This is the second time in the span of a year that Jennifer Parihar, 62, and her husband Anil Parihar have come to Calcutta. The Parihars live in Dundee in Scotland. They are here to visit a family friend’s grave, one Alexander E. Isaac who, as they have recently come to know, is buried in Tollygunge Cemetery. He was a friend of Jennifer’s maternal grandfather Jack Mennie, who lived in Bengal for 30 years. Mennie used to work in a jute mill in Chengail in Howrah till he left India in 1958.
Gill Parsons’s paternal grandmother was born in Calcutta. From her grandmother’s letters, she got to know that her father too — Parsons’s great-grandfather — is buried here. This prompted her to visit Calcutta in 2020. She says, “From this information and the record of the burial in the British Library, I was able to track his grave to the Lower Circular Road Cemetery off Park Street.”
Andrew Liardet, who lives in Wiltshire in the UK, visited India in 2020. He too was looking for the grave of a family friend. He tells The Telegraph in an email, “I have no idea where in India my own ancestors are buried. The only family graves I have come upon are those of a great-granduncle and his wife who lived in Ooty in the 1880s.”
Cemetery tourism picked up in the beginning of this century and is quite the rage now. Says Peter Boon, who is currently secretary of the British Association for Cemeteries in South Asia, “It became a trend when family history research in the UK became increasingly popular, facilitated by the Internet.” Boon adds, “Most of the groups visit India to look for family graves. There are over a million European burials in the Indian subcontinent.”
Parsons adds, “Family history is of great interest in the UK. There are television programmes such as Who Do You Think You Are? There are also various websites that specialise in family history and genealogies.”
Parsons has been to Australia too in search of her roots, Jennifer has been to the cemetery in Matheran in Pune, Boon has been to Azamgarh in Uttar Pradesh where his great-grandfather lies and also to Sitapur to pay respects to a great-uncle. “I wanted to find the graves, read the epitaphs and all available records, and find out what led them to leave home and seek a new life thousands of miles away in a part of the world unknown to them,” says Boon.
Calcutta has six well-known burial grounds — South Park Cemetery, Lower Circular Road Cemetery, Tollygunge Cemetery, Scottish Cemetery, the Commonwealth War Cemetery and St Stephen’s Cemetery.
Jennifer’s grandparents are buried in Scotland, but she likes to walk through the other cemeteries too.
That afternoon, some weeks ago, she stops at every other grave at the Scottish Cemetery — merchant or missionary, musician or civil servant, and even the 26-year-old who was killed by a tramcar.

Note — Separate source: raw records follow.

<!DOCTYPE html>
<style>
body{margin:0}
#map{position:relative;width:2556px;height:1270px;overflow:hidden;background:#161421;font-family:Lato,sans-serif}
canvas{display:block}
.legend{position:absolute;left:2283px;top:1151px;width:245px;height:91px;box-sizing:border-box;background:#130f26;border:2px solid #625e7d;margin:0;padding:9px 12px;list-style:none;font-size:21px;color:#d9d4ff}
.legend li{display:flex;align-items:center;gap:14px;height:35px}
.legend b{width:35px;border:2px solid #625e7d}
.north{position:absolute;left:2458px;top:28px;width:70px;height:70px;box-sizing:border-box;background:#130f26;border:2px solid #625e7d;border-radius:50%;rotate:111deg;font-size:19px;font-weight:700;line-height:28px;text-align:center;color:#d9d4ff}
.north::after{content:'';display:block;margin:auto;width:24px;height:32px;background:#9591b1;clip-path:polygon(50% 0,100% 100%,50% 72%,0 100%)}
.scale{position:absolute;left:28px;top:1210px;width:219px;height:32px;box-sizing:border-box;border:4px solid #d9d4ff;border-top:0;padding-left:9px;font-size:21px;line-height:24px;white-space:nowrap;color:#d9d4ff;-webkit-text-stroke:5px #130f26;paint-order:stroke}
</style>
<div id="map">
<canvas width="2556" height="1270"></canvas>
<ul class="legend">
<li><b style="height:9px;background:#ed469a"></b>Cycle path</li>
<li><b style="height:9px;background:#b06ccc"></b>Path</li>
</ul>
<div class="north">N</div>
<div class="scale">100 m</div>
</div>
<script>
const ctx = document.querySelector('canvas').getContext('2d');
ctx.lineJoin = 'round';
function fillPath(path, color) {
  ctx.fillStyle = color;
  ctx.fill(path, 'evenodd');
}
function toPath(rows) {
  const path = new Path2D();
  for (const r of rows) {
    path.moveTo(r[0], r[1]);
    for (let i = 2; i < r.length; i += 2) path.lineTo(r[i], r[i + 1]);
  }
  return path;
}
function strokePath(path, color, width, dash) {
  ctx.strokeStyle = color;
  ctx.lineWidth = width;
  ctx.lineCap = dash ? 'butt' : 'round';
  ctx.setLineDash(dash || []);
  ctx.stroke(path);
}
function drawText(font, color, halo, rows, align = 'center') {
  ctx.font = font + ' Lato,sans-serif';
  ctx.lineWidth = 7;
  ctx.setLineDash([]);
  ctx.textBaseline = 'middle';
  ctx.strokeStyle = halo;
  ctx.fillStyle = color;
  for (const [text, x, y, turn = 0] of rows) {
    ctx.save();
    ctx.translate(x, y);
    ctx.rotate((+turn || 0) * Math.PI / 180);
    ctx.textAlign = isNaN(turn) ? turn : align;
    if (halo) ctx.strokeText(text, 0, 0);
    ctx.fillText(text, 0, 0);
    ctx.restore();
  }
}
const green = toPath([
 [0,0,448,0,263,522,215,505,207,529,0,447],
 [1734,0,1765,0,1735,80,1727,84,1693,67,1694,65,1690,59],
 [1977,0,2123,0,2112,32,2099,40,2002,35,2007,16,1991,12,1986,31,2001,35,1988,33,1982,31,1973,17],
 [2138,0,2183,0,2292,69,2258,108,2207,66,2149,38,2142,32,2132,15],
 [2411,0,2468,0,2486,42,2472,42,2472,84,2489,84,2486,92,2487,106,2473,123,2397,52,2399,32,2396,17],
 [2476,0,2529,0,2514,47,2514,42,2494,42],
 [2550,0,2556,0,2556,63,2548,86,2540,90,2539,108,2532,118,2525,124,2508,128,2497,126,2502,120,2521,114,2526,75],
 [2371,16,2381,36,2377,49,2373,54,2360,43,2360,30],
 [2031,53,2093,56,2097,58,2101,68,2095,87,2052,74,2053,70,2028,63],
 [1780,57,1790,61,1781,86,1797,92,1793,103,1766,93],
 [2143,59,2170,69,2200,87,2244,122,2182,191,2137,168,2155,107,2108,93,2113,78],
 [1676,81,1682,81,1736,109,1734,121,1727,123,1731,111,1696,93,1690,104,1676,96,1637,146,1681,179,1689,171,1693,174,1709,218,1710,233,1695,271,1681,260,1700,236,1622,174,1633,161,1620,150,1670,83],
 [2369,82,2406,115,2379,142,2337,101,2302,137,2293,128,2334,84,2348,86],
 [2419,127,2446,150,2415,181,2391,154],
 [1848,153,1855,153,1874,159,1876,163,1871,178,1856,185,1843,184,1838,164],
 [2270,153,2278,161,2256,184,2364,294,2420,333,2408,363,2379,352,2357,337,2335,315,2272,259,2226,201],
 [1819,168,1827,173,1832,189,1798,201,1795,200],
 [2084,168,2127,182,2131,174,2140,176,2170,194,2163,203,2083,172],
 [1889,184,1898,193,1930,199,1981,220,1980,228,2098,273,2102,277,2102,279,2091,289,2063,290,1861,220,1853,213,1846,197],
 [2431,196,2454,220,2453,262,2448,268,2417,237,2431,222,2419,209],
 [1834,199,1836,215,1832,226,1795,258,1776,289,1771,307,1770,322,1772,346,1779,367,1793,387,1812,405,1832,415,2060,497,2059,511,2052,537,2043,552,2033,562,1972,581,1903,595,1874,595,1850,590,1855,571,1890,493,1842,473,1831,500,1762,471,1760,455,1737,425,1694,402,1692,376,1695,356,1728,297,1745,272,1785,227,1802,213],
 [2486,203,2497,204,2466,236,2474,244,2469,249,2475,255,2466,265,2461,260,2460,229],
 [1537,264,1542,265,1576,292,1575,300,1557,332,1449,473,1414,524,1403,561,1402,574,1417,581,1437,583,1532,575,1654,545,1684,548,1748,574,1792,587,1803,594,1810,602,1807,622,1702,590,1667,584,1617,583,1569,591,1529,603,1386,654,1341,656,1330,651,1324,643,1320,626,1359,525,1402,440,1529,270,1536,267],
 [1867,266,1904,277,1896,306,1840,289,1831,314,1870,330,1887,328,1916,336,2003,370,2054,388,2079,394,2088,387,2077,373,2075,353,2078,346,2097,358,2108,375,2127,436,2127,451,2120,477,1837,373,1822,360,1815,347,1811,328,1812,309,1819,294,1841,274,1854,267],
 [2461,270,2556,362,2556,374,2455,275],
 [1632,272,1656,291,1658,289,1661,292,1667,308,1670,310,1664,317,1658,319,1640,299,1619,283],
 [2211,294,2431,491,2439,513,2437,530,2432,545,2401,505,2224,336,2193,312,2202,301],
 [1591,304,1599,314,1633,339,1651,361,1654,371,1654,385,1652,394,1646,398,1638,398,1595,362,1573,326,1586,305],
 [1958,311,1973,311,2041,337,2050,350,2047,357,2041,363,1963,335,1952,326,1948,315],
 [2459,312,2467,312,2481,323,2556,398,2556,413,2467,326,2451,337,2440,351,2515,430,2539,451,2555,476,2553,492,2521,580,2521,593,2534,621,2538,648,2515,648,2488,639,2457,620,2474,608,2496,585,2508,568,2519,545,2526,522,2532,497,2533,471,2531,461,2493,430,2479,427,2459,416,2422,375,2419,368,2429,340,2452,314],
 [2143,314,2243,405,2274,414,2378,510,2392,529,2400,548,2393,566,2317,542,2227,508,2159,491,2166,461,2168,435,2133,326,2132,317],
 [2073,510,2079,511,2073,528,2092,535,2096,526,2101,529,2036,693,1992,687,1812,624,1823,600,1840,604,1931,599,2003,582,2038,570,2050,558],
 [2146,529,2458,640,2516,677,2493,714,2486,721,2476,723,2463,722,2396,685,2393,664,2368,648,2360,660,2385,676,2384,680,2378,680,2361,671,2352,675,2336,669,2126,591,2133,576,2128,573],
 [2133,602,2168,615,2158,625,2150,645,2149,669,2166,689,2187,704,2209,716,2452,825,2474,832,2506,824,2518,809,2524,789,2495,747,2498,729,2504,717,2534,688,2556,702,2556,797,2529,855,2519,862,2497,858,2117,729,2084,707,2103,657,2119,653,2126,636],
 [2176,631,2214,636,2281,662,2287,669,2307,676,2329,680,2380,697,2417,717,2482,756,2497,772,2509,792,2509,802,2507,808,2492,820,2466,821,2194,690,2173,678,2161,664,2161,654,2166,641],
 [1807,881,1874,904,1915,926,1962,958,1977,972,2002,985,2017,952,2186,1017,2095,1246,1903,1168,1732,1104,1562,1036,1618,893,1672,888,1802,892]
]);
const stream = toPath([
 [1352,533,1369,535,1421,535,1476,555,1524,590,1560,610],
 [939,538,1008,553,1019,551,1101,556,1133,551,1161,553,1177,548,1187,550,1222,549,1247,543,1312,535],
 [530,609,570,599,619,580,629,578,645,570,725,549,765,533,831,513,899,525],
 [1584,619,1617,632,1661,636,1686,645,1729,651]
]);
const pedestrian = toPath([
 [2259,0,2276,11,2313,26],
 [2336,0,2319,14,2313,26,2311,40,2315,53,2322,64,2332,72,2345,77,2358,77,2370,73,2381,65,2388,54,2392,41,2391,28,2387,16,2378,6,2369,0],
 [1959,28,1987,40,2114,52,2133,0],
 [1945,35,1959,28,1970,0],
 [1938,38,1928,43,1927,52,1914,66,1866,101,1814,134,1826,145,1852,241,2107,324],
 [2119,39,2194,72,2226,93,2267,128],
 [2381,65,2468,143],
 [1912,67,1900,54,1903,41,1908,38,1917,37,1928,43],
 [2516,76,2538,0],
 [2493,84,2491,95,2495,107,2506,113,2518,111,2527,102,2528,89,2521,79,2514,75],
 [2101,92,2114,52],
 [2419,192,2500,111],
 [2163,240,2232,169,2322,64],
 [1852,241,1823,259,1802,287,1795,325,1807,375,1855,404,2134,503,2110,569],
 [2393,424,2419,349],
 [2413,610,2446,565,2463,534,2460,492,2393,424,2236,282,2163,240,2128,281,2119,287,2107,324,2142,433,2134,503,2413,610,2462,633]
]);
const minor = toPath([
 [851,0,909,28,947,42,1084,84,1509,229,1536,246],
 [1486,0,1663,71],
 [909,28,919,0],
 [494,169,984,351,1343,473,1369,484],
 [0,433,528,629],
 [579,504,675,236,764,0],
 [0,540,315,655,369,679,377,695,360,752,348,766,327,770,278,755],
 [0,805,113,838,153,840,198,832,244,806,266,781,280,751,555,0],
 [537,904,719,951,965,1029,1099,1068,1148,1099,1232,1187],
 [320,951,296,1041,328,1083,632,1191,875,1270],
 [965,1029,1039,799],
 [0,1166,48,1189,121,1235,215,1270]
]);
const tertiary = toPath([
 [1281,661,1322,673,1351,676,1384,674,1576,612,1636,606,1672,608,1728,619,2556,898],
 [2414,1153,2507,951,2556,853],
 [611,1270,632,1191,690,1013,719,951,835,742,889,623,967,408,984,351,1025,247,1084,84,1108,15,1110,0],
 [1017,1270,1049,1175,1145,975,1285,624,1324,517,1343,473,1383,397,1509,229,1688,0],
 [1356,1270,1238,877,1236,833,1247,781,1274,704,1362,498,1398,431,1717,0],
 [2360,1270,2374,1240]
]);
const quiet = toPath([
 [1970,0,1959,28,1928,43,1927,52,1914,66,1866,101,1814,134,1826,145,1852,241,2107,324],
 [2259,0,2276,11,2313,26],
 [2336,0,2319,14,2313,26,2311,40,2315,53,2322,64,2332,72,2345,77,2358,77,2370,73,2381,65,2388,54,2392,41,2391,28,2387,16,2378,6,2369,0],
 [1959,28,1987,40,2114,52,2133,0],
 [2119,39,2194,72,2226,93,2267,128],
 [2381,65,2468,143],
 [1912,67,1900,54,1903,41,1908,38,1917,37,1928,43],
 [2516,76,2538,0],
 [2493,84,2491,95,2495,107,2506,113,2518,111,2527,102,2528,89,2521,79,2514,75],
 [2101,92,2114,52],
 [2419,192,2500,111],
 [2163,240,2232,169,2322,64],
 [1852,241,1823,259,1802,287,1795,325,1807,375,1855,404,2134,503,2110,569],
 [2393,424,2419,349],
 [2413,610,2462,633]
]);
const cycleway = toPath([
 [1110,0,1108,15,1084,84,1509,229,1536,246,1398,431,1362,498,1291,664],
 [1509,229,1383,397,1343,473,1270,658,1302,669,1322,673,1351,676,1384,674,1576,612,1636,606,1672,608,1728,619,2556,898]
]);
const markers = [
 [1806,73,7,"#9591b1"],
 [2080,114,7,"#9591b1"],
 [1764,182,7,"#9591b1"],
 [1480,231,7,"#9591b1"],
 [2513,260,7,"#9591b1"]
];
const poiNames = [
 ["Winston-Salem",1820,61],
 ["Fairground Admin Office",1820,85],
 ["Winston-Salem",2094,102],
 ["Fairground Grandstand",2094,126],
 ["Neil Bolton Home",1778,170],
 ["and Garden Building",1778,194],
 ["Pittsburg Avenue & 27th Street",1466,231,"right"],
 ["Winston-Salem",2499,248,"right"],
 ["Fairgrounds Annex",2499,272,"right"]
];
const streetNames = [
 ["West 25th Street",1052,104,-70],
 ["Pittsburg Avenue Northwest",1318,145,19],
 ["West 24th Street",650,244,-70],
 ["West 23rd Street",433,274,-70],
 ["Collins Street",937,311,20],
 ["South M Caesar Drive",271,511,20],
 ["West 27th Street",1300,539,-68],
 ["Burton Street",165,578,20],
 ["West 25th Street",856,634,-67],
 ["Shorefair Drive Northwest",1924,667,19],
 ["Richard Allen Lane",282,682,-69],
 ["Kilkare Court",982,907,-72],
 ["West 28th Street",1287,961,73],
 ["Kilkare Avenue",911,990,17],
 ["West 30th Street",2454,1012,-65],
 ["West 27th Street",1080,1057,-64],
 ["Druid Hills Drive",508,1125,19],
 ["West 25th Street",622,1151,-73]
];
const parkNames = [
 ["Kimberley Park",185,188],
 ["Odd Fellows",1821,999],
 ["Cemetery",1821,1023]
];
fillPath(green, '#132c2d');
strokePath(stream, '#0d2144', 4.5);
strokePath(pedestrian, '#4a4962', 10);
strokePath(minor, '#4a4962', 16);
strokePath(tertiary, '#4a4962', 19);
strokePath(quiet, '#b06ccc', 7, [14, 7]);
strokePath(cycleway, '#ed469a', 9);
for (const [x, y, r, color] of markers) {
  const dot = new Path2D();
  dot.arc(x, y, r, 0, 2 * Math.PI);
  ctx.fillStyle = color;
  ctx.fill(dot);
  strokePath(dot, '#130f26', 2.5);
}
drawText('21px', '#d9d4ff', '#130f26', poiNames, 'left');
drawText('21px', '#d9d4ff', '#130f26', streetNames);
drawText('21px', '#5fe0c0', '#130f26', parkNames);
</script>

Jennifer reads almost every epitaph and remarks aloud — “this gentleman is from Dundee” or “Oh, he too worked in a jute mill” and so on. She notes down the names and hopes to look up some of the families once she is back home.
Jennifer has in her possession Mennie’s diaries from 1928 to 1985. She knows of Calcutta and her grandparents’ life here through them. The diary entries seem to work like a map of the past. She uses them to retrace the steps of her maternal grandparents — Park Street, Trincas, New Empire, Chengail. In a diary entry dated August 5, 1947, Mennie writes, “Went up to the town by army lorry... had tiffin in Firpos. At 3 p.m. show Lighthouse “Odd Man Out” James Mason, very good. Tea at Flury’s, Bought Carpet from Calcutta Carpet Store... (sic)”
Jennifer gets emotional; she says, “This is the place, the roads, the pavements that my grandfather and my mother once walked on. Their breaths are part of the air here. I want to walk on the same ground, touch the things which they may have touched.”
That day when she finally comes upon the grave of her grandfather’s friend at Tollygunge Cemetery, she tries to figure out where her grandfather must have stood while he observed the burial. “This must have been the place,” she says, standing on the cemented pathway, 10 feet away from the grave.
As visitors to cemeteries are increasing, tour operators are customising itineraries. Parsons says, “I visited the grave of my great-grandfather, and two other graves that I was told possibly belong to his parents. The tour operator arranged for the graves to be swept beforehand. I paid a small sum for this. There was also an English-speaking guide at the cemetery.”
Yasin M. Zargar, who is managing director of a travel and tourism company, says, “Most of the people who take these tour packages are very senior citizens. It is almost like a pilgrimage for them.”